Studentesse rapite da Boko Haram Ritrovata la prima: ha una bambina
Amina liberata con il marito miliziano nella Sambisa Forest. Altre 218 ancora prigioniere
Amina è tornata a casa. La prima. L’unica, tra le studentesse di Chibok rapite da Boko Haram il 14 aprile 2014. Operazione #BringBackOurGirls, ne mancano all’appello 218. Ma almeno Amina c’è. E’ maggiorenne: 19 anni. La sua prima foto: occhi stanchi, una neonata e un piatto in grembo. E’ tornata con una figlia, con un marito. Storie di amori più o meno forzati, di ragazzi rapiti nel Nord-Est della Nigeria al tempo di Boko Haram. Lei viene da Mbalala, villaggio ora quasi deserto a 13 chilometri da Chibok. Lui da Mubi, al confine con il Camerun. Li hanno trovati che vagavano in cerca di aiuto ai margini della Sambisa Forest, l’altra sera intorno alle 19. Amina stava allattando la piccola Safiya, quattro mesi di vita. A salvarli, una squadra della Civilian Joint Task Force, gruppi di civili male armati che l’esercito nigeriano manda di pattuglia. Uno di loro, Aboku Gaji, ha raccontato l’incontro a una reporter della Cnn: «Amina era sporca, sfinita, in cattive condizioni fisiche. Aveva bisogno di un bagno». Maggio da quelle parti è il mese più caldo, 50 gradi all’ombra. La ragazza ha detto che le sue compagne sono ancora là, nelle basi sparse nella savana spinosa di Sambisa, la roccaforte dei jihadisti. Non tutte. Delle 218 studentesse che non sono tornate, «sei sono morte» ha raccontato Amina, senza specificare come.

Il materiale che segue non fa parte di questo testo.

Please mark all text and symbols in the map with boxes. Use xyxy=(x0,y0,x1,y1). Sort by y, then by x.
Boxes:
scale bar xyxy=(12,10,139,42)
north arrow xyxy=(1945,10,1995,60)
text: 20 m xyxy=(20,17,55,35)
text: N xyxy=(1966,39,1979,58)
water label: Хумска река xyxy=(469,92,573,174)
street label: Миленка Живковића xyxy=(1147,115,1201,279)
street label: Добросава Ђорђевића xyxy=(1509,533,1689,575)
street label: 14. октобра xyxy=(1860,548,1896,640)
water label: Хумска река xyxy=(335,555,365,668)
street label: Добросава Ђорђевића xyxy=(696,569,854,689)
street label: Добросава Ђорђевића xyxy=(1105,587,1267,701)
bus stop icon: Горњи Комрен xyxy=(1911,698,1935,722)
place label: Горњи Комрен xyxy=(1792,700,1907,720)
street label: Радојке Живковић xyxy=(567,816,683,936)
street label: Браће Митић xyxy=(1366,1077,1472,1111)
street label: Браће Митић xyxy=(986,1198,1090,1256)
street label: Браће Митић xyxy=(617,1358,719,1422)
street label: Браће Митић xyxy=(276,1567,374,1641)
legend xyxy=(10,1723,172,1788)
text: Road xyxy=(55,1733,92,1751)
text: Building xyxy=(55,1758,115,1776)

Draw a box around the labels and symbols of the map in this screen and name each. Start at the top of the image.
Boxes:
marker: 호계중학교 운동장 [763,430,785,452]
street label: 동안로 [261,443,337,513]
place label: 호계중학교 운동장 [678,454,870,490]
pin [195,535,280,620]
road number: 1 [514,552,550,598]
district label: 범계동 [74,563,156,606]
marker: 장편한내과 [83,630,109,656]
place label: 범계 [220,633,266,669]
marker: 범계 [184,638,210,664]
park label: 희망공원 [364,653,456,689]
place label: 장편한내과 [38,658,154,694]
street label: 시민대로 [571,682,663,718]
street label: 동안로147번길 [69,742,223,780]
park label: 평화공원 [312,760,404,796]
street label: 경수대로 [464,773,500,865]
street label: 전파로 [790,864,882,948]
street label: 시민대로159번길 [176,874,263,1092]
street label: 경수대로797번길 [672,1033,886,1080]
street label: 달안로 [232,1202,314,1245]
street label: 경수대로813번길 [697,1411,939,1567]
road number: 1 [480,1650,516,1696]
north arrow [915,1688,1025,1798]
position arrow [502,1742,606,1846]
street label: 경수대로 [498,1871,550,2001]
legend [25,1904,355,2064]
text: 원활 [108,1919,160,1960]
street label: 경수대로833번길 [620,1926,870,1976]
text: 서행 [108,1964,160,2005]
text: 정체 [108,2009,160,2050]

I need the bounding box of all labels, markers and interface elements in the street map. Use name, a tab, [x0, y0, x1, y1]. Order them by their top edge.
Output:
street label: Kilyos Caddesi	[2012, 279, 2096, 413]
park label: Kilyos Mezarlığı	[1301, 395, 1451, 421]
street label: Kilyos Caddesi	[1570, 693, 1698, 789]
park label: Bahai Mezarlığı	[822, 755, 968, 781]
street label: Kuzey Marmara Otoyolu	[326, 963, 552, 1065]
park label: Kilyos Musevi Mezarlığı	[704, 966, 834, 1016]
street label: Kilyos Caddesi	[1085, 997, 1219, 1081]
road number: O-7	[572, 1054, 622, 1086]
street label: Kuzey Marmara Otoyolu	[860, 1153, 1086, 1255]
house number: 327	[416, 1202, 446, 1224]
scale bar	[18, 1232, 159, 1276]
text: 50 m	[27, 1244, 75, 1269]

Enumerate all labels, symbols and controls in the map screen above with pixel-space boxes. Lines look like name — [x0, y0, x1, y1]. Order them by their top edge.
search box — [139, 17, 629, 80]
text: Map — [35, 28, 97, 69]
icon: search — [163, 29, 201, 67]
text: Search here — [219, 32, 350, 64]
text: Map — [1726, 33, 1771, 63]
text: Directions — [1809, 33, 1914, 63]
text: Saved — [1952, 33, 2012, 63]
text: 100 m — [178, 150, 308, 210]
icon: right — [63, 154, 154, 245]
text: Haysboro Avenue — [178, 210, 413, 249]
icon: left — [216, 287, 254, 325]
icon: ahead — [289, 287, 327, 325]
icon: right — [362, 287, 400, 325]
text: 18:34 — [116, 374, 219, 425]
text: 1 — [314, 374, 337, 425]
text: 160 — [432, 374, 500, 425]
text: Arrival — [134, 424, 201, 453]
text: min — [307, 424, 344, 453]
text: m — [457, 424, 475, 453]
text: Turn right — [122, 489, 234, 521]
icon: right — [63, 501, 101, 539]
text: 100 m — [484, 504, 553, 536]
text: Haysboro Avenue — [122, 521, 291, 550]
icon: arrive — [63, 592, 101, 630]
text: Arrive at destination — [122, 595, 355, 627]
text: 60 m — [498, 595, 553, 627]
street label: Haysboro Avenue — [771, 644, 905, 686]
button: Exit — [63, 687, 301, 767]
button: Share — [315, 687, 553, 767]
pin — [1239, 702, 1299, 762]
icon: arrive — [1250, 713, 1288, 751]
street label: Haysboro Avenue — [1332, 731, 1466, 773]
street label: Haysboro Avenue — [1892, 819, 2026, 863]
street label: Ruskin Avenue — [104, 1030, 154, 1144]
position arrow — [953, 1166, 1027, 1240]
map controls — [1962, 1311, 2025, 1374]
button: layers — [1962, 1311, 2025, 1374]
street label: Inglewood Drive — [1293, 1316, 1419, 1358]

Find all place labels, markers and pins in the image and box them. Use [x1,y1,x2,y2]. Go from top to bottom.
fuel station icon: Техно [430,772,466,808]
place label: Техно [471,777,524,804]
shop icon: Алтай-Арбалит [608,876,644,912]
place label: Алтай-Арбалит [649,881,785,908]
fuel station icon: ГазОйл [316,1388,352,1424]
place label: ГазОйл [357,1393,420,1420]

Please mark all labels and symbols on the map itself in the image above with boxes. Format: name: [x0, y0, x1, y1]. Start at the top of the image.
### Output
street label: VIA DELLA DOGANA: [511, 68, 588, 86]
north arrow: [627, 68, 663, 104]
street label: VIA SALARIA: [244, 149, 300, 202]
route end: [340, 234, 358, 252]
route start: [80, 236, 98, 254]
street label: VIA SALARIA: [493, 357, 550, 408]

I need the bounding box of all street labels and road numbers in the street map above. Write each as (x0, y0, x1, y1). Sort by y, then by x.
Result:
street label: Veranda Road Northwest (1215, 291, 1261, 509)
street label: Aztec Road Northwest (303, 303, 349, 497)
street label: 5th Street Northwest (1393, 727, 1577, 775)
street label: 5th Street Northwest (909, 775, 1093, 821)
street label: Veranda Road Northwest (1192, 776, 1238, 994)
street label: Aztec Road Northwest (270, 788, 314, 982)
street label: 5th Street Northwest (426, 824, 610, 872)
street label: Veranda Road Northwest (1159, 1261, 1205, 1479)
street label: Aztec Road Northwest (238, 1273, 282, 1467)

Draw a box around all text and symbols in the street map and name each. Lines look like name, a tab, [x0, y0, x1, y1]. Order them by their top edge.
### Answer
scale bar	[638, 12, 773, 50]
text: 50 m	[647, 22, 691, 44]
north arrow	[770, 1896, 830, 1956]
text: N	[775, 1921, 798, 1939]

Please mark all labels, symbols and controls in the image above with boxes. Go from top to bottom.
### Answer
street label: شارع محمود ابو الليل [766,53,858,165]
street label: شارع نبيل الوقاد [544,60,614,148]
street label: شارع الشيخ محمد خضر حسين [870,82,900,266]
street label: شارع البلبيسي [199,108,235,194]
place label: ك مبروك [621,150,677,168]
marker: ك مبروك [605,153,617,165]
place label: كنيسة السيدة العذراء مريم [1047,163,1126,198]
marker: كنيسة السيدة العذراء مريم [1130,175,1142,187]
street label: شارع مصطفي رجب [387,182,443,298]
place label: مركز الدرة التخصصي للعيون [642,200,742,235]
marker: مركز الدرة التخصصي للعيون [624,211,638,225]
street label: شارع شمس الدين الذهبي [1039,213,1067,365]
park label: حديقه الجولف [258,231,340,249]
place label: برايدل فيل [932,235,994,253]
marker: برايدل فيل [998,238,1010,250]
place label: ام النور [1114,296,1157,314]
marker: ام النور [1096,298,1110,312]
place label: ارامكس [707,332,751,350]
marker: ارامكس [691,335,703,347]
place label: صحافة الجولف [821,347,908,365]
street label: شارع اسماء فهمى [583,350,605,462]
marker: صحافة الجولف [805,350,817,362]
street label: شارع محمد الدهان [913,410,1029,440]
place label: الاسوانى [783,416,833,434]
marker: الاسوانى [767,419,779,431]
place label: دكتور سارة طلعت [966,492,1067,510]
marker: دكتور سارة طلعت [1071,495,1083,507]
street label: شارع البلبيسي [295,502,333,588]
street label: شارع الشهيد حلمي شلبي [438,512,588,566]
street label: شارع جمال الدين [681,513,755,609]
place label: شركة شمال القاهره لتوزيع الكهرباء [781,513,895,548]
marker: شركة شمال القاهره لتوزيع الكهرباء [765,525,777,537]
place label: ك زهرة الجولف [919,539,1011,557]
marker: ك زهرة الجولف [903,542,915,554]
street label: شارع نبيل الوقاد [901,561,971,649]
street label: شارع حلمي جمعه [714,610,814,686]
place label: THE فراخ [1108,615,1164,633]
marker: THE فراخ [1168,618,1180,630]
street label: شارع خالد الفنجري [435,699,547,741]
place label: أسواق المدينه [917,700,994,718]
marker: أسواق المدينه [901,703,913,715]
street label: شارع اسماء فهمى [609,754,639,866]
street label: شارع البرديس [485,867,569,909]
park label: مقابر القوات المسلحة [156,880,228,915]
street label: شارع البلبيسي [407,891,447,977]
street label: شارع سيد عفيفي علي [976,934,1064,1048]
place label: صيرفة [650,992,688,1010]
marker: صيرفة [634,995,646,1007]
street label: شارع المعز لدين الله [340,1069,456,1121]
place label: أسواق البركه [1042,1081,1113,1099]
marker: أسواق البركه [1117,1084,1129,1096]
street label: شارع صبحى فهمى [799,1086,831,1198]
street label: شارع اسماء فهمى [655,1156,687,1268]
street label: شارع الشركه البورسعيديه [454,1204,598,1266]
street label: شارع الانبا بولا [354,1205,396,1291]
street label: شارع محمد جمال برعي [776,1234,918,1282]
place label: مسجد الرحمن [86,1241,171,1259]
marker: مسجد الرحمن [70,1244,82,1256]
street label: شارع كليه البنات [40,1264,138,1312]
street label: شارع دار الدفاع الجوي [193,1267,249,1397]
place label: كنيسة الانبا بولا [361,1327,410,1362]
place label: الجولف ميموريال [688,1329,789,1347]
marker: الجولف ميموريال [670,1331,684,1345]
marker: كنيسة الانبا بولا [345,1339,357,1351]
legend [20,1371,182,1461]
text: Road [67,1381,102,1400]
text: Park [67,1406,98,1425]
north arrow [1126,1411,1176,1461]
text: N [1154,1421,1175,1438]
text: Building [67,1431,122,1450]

A casa ha riabbracciato la madre, Binta Ali. A Mbalala abitavano 25 ragazze sequestrate a Chibok la notte degli esami di scienze. Era un villaggio con un grande mercato, dove arrivavano da lontano a comprare animali e fagioli. Ora è un villaggio fantasma. Amina non ha trovato il padre, morto durante questi due anni di sequestro. Altri genitori hanno perso la vita. Per malattia, crepacuore. Amina e il marito, Mohammed Hayatu, ieri sono stati portati alla caserma della Brigata 25 a Damboa. Dovranno raccontare, spiegare, concordare. Sulla liberazione della prima ragazza di Chibok l’esercito e il governo hanno già dato un’altra versione: a salvarla sarebbero stati i militari, non i vigilantes, durante un raid anti-guerriglia. La credibilità delle forze armate di Abuja non è cristallina. All’inizio,
due anni fa, avevano addirittura negato il sequestro, per poi annunciare nel giro di giorni l’avvenuta liberazione di tutte le studentesse!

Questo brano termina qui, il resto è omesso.